Io personalmente ho prodotto dieci film lungometraggi e una sessantina di video, finora almeno non ho avuto nessun tipo di fallimento, anche se mi è precluso tutto il mercato nazionale e il territorio persino dei cinema. L’idea di proiettare un mio film in una sala normale, dove lo schermo è imbrattato di immagini assolutamente insignificanti o non cinematografiche, non m’affascina: mi piace molto di più proiettare “fuori”, in un luogo dove un cinema d’autore ritrova una dimensione vera, dove la gente è contenta di scoprire che esiste anche un cinema che la fa vibrare di sentimenti, che fa riscoprire le proprie grandezze, non solo quelle del film.

IB: Se venti o trent’anni fa poteva risultare chiara la facilità di una distribuzione alternativa, all’interno di situazioni di movimento, occupazioni, azioni di lotta, di territori in qualche modo “liberati”, come ci si riesce ora con le difficoltà oggettive di oggi a trovare punti d’appoggio e legami da consolidare al di fuori dei circuiti commerciali?

SA: Purtroppo devo dire che il cinema fatto in autonomia è un cinema brutto, un po’ sgangherato.
Io ho cercato di dare la massima dignità formale ai film che ho fatto, per cui uno non pensi “ah questo film è costato due lire”… Quando qualcuno vede un mio film vede un mio film e basta, vede un quadro di Picasso, non è che sta lì a pensare se Picasso aveva un pennello da due miliardi o da duemila lire.
Il problema è l’armonia dei tratti, quindi il segreto sta nel garantire la massima dignità non solo a se stessi ma anche al proprio lavoro.
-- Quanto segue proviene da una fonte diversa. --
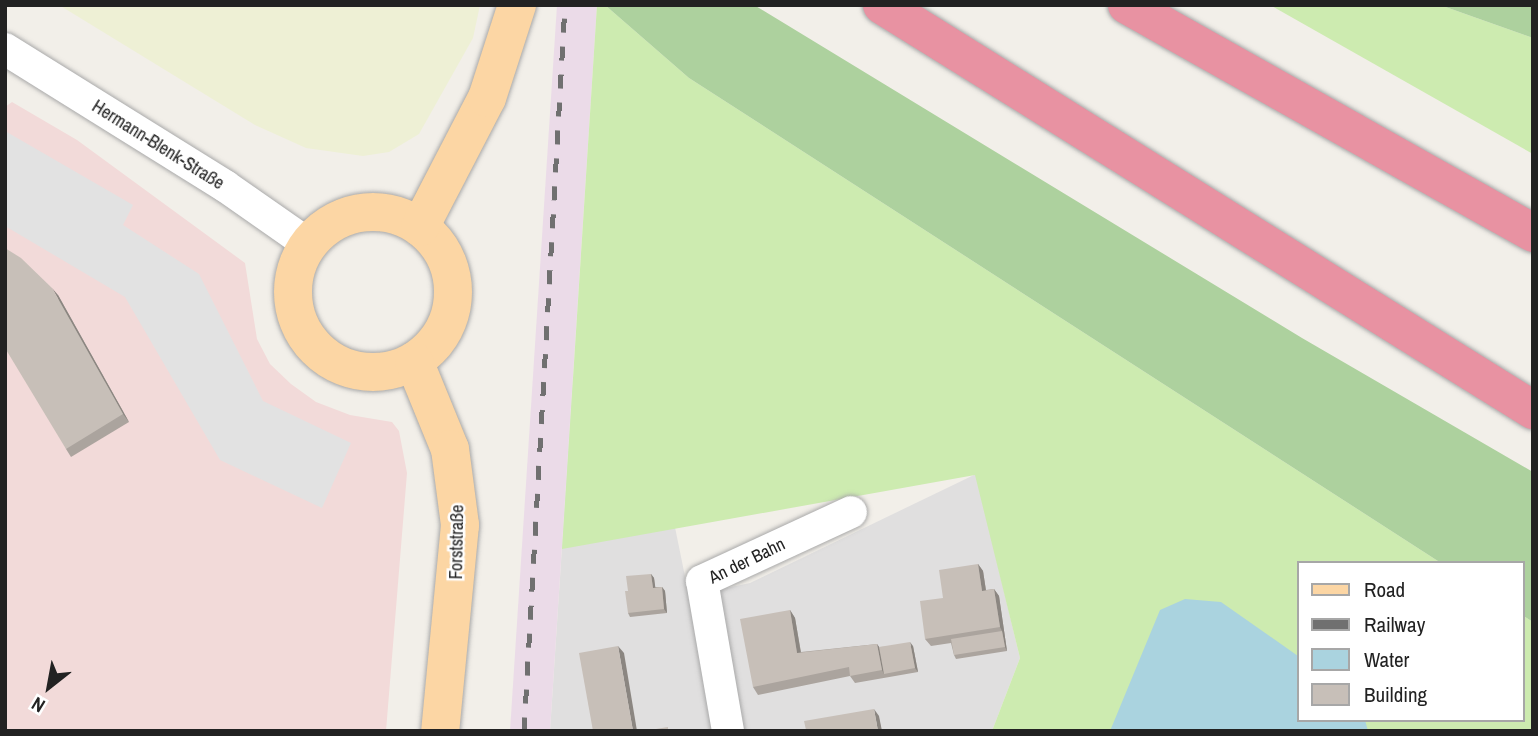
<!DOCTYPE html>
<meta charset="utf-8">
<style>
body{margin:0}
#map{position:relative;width:1538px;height:736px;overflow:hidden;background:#f2efe9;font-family:"Archivo Narrow",sans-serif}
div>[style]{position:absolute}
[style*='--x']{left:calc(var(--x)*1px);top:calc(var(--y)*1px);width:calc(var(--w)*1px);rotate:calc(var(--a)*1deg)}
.residential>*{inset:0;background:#e0dfdf}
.commercial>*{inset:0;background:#f2dad9}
.industrial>*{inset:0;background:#ebdbe8}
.farmland>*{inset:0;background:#eef0d5}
.grass>*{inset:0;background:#cdebb0}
.forest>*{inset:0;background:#add19e}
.parking>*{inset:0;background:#e2e2e2}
.water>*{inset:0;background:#aad3df}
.roads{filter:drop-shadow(0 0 2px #a9a9a9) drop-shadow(0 0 2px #a9a9a9)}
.minor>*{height:32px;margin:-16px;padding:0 16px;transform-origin:16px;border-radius:16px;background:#fff}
.major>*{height:38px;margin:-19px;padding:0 19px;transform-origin:19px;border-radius:19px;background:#fcd6a4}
.major>.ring{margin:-19px;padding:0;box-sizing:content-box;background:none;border:38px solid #fcd6a4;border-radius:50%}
.highway>*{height:38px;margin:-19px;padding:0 19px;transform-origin:19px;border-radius:19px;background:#e892a2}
.rail>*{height:5px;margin-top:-2.5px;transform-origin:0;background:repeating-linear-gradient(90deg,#707070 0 14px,transparent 0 28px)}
.wall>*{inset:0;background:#aba49e}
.shaded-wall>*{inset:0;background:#8b8681}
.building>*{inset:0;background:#c7bfb8}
span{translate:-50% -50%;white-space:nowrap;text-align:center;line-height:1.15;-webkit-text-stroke:5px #fff;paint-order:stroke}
.street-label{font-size:18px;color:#222}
.frame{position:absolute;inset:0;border:7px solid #222;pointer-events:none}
.legend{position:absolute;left:1297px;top:561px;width:228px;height:161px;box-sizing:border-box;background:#fff;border:2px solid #a7a7a7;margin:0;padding:9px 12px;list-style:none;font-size:21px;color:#222}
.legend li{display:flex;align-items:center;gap:14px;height:35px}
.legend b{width:35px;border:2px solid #a7a7a7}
.north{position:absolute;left:14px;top:652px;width:70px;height:70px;-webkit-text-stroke:5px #fff;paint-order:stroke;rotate:211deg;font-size:19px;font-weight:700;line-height:28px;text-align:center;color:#222}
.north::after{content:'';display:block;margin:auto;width:24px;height:32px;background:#222;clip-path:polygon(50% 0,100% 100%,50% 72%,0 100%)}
</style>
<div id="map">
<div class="residential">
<div style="clip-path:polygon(573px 378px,646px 385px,689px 596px,750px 583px,976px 474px,1020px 658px,992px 731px,550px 731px)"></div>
</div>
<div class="commercial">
<div style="clip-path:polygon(12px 102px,77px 140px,245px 263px,257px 339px,270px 364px,291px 384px,316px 402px,350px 415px,392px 422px,399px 431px,407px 473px,386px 731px,5px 731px,5px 107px)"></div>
</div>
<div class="industrial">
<div style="clip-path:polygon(557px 5px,597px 5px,550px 731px,510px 731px)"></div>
</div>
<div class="farmland">
<div style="clip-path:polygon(59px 5px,480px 5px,473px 38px,419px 134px,389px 152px,363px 156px,306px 148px,255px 125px)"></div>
</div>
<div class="grass">
<div style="clip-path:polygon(597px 5px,605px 5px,689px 78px,1441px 563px,1298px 563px,1298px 720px,1522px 720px,1522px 615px,1533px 622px,1533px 731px,992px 731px,1020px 658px,975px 475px,562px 549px)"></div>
<div style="clip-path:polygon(1270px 5px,1440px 5px,1533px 38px,1533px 154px)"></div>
</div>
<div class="forest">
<div style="clip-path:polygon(605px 5px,754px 5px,1302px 338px,1533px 472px,1533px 622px,1522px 615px,1522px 563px,1441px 563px,689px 78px)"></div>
<div style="clip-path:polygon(1440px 5px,1533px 5px,1533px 38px)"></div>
</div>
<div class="parking">
<div style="clip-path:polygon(5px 131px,133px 205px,123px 225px,199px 274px,263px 401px,351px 443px,322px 508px,220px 460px,125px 297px,5px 226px)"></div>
</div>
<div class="water">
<div style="clip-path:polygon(1185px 599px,1221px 602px,1298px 656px,1298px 720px,1365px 720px,1368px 731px,1110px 731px,1160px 610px)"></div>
</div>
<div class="roads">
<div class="minor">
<div style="--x:5;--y:49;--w:259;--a:31.9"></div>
<div style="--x:225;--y:186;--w:101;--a:34.9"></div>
<div style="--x:728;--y:731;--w:152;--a:-99.8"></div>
<div style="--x:702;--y:581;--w:164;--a:-24.8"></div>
</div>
<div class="major">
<div class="ring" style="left:293px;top:212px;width:122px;height:122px"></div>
<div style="--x:420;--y:227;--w:145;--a:-62.6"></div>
<div style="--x:487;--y:98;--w:98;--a:-72.1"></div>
<div style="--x:414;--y:361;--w:95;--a:67.8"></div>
<div style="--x:450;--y:449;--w:77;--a:82.5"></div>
<div style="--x:460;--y:525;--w:207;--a:95.5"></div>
</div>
<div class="highway">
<div style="--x:882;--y:5;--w:767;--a:31.89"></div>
<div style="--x:1127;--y:5;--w:466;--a:29.3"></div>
</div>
</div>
<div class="rail">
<div style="--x:524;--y:731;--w:727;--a:-86.77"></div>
</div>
<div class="wall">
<div style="clip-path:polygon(58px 295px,129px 422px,71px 457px,66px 449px)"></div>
<div style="clip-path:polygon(978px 564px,983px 571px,986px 590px,994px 589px,999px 596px,1007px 651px,956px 659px,954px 655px,951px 643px,931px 646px,925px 639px)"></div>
<div style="clip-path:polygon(651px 574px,654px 578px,655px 587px,662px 587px,665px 591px,667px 613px,630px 617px,628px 613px,628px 591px)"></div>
<div style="clip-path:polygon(790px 610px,795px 618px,801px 652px,877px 644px,879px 647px,913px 646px,918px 672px,855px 683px,850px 676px,758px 695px,753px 687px)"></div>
</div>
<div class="shaded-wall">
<div style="clip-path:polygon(52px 288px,58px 295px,129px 422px,123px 414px)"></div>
<div style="clip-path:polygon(978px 564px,983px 571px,987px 598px,982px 591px)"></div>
<div style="clip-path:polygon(651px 574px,654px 578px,656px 592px,653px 588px)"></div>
<div style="clip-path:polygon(662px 587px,665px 591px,667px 613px,664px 609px)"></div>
<div style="clip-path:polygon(994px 589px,999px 596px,1007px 651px,1005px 647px,1002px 631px,1000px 627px)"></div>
<div style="clip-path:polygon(790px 610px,795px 618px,802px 660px,797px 653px)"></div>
<div style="clip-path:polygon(910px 642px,913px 646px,918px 672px,915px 668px)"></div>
<div style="clip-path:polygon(877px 644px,882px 651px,884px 674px,882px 670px)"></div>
<div style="clip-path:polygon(618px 646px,624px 653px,637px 731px,633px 731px)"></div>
<div style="clip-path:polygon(874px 709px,879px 716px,882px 731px,878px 731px)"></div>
</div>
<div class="building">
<div style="clip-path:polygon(5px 248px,21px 258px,52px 288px,123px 414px,66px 449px,5px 348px)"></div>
<div style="clip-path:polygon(978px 564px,982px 591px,994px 589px,1000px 627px,925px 639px,920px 601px,943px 598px,939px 570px)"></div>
<div style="clip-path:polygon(651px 574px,653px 588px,662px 587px,664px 609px,628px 613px,625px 591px,628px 591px,626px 576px)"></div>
<div style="clip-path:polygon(790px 610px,797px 653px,877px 644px,882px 670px,850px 676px,849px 667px,753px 687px,740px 619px)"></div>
<div style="clip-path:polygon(1002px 631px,1005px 647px,954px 655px,951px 639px)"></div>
<div style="clip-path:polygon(910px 642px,915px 668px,884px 674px,879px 647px)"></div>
<div style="clip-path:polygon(618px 646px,633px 731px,593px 731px,579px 653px)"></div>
<div style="clip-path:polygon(874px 709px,878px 731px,804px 731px,806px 730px,804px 721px)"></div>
<div style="clip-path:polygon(668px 727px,668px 731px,644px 731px)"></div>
</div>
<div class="street-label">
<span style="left:158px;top:145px;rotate:32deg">Hermann-Blenk-Straße</span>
<span style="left:457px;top:542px;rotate:-89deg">Forststraße</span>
<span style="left:747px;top:561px;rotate:-26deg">An der Bahn</span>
</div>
<div class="frame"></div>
<ul class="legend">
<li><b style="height:9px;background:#fcd6a4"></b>Road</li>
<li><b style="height:9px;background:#707070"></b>Railway</li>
<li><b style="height:19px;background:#aad3df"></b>Water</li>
<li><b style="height:19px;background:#c7bfb8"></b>Building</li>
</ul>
<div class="north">N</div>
</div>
Il cinema indipendente con inquadrature che ballano da tutte le parti per cui uno si sente in alto mare, oppure con riprese sciatte, con l’audio che si sente male, il video sfocato, insomma tutto questo che può consolare per un attimo il tizio del centro sociale che dice: “be’ mo’ lo faccio pure io!”, in realtà non va a favore del cinema d’autore che dev’essere qualcosa d’inaudito, di estremamente interessante non solo, semplicemente, interessante.

Questa conversazione è avvenuta nel 1999 mentre venivano proiettati i film di Silvano al Kulturni Dom di Gorizia e mentre Silvano stava lavorando all’idea di realizzare un film sulla vita di Franco Basaglia (“La seconda Ombra”).
La rassegna fu allora organizzata dalla Kairos c.p.v. associazione che è nata all’interno dell’ex Ospedale Psichiatrico di Gorizia. Io, nel tempo in cui l’intervista ha pèreso luogo lavoravo a Trieste come operatore psichiatrico.